Under the proposed changes, there is no doubt Diana would have had a strong case for an exemption.

“It’s just so unfair. It was completely unnecessary. Nobody was even allowed to look at her situation. If an exemption had been available, she would have been granted it,” says Kaye. 

The strict residency requirement in Victoria’s 2017 VAD legislation was intended to stop people travelling from other jurisdictions to access VAD. 

However it has become increasingly redundant as every state and the ACT now has VAD laws. 

As Kaye points out: “She didn’t go to Victoria to access VAD. She could have had it in NSW.”

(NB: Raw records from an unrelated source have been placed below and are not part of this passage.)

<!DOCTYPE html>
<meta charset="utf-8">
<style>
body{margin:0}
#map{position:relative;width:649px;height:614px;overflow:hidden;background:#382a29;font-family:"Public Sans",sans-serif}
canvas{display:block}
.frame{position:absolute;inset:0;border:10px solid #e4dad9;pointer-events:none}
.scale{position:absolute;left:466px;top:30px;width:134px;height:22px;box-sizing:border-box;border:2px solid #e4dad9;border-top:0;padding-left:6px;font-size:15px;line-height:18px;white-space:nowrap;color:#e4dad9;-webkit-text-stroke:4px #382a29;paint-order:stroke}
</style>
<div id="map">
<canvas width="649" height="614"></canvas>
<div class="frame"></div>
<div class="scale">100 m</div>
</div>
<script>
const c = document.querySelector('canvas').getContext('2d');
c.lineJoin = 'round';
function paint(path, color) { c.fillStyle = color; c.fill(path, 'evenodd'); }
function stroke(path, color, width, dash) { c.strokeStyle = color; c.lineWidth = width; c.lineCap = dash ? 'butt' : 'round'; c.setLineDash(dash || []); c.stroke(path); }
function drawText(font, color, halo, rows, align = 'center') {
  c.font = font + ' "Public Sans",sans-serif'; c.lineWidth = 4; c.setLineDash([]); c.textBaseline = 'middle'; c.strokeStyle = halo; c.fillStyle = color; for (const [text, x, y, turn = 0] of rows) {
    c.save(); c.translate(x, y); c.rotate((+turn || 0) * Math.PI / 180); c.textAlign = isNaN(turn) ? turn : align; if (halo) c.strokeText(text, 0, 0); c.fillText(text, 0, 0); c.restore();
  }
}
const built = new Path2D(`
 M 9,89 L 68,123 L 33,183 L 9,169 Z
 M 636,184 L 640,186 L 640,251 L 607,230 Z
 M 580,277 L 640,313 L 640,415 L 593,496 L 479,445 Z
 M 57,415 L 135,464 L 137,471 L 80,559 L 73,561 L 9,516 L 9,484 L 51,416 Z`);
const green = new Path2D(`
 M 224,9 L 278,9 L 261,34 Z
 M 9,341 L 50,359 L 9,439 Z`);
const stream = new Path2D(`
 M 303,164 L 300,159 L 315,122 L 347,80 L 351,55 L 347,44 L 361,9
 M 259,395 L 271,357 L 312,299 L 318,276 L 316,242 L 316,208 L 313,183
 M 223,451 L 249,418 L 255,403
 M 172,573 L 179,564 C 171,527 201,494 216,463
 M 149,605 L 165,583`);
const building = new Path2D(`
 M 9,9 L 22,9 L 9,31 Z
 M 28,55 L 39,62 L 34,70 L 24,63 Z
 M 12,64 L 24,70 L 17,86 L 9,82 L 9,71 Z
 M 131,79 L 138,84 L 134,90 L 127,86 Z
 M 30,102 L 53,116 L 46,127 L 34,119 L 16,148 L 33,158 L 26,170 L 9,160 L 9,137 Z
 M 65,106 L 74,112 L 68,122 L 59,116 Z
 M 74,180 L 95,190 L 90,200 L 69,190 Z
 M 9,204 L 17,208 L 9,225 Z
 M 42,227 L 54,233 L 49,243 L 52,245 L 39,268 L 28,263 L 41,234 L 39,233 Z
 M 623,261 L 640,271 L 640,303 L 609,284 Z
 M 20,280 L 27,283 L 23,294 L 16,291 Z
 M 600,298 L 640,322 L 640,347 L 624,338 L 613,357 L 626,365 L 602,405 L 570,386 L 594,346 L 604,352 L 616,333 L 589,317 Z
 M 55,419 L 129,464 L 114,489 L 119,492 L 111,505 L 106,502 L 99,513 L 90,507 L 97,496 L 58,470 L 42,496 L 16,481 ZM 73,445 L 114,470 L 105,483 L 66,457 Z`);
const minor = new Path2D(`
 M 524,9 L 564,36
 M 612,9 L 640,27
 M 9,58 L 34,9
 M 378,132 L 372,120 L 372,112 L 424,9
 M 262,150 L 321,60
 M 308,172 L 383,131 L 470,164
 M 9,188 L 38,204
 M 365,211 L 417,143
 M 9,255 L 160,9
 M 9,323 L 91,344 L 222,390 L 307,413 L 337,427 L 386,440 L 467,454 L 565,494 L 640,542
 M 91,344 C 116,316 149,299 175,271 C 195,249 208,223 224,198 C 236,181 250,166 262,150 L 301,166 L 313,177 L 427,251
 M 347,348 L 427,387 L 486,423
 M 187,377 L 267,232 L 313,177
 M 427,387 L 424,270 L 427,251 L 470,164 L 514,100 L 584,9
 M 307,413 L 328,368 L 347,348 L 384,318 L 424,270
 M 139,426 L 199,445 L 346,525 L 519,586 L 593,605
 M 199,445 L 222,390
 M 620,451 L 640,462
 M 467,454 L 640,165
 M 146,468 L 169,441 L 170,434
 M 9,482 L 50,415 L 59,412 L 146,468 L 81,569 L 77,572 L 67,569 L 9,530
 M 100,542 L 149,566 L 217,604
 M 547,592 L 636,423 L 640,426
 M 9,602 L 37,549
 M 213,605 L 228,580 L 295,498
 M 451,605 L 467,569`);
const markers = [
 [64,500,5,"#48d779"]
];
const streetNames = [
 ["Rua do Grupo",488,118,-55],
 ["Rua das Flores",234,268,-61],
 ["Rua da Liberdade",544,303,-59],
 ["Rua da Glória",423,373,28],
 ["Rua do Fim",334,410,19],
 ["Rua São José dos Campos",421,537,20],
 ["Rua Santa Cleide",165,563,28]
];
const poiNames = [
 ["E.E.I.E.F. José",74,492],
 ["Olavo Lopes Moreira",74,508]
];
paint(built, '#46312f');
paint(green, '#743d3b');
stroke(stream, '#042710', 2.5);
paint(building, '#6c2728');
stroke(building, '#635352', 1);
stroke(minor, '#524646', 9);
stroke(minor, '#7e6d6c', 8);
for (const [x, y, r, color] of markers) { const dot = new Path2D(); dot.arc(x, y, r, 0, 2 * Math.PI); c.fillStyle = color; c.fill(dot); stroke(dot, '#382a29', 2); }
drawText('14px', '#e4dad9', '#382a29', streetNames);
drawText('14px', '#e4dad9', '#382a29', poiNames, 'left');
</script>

“She wanted to have a choice. And she had no idea Victoria had this clause - she expected to be able to die with her loved ones around her,’’ she said.

“She would have wanted to die at her retirement home, where she had settled in well, and her friends and extended family would have flown in to be there.

“Victoria should be brought into line with the other states."

The proposed amendments are being debated in Victorian parliament.